Cette année 1863, mes chers concitoyens, sera témoin, je vous en donne l'assurance, de grandes et heureuses améliorations dans l'administration intérieure du Pays.

Je suis heureux de vous annoncer, dès à présent, que les éléments de la comptabilité de la République pour 1862 sont à jour ; et qu'à l'avenir, à moins de raisons imprévues qui en retardent l'envoi, chaque mois, les comptes du mois précédent seront en la possession du secrétaire d'État des finances.

Les besoins du service courant sont assurés dans toutes les caisses de la République, désormais plus de retard dans les paiements.

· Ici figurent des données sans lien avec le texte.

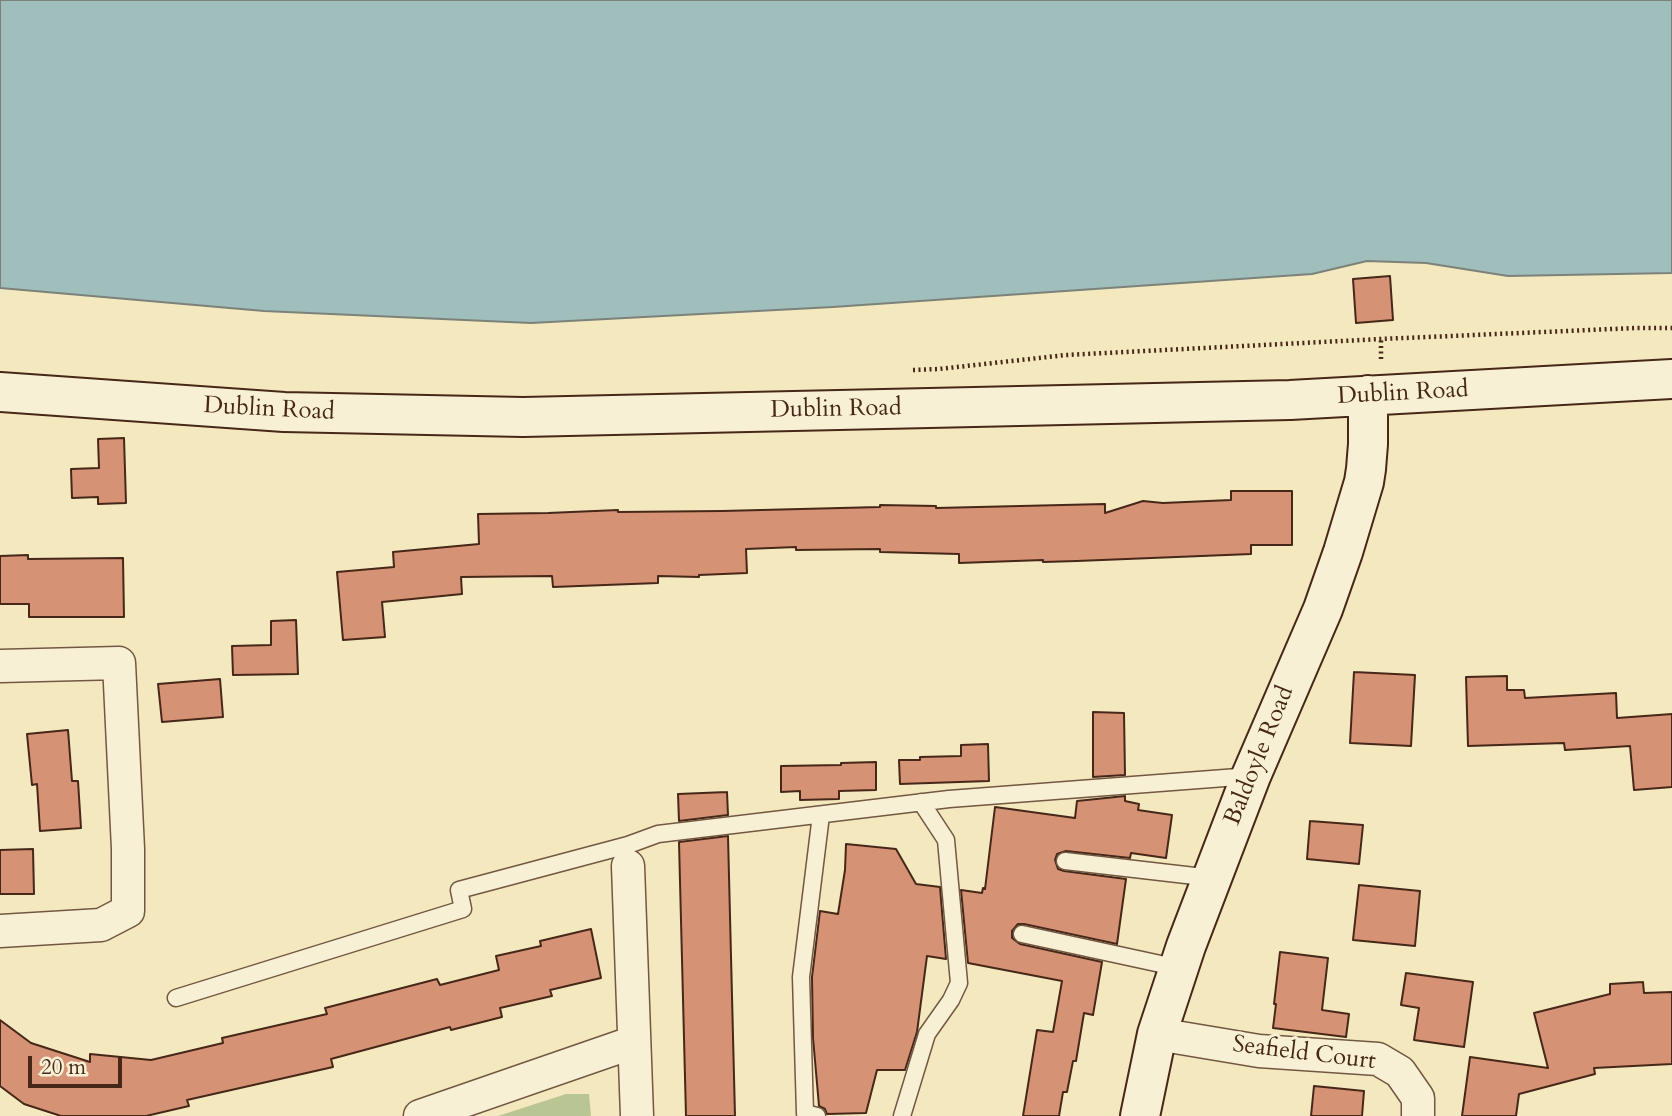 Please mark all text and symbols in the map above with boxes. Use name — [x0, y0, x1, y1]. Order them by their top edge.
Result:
street label: Dublin Road — [1337, 376, 1469, 412]
street label: Dublin Road — [203, 392, 335, 428]
street label: Dublin Road — [770, 394, 902, 426]
street label: Baldoyle Road — [1219, 682, 1301, 830]
street label: Seafield Court — [1231, 1031, 1377, 1077]
scale bar — [32, 1042, 126, 1086]
text: 20 m — [41, 1053, 86, 1082]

Quant à la dette arriérée, je peux affirmer que l'État ne doit aujourd'hui rien à personne, grâce à mon arrêté du mois de novembre, qui a mis à la disposition du Gouvernement un crédit d'un million de gourdes, qui arrivera le huit de ce mois, sera également payée, sans que le Gouvernement ait eu besoin pour le faire d'avoir recours à aucun impôt ou de payer aucune commission. La somme nécessaire pour effectuer ce paiement est réalisée et prête à être versée.

Je suis encore heureux de vous apprendre que le crédit d'un million créé par mon arrêté de novembre pour opérer la liquidation de l'arriéré a déjà amorti en partie par les brûlements des billets détériorés.

Déjà une grande partie des billets du type de cent gourdes a été retirée de la circulation et le retrait de ces billets continue tous les jours au fur et à mesure qu'ils sont reçus en paiement par les différentes trésoreries.

Quant aux chiffres, ils sont exacts et justifiés dans un rapport du Secrétaire d'État des finances, qui sera prochainement publié dans le Moniteur.

Chacun sera mis à même, par ce rapport, de se rendre compte des récentes opérations financières du gouvernement.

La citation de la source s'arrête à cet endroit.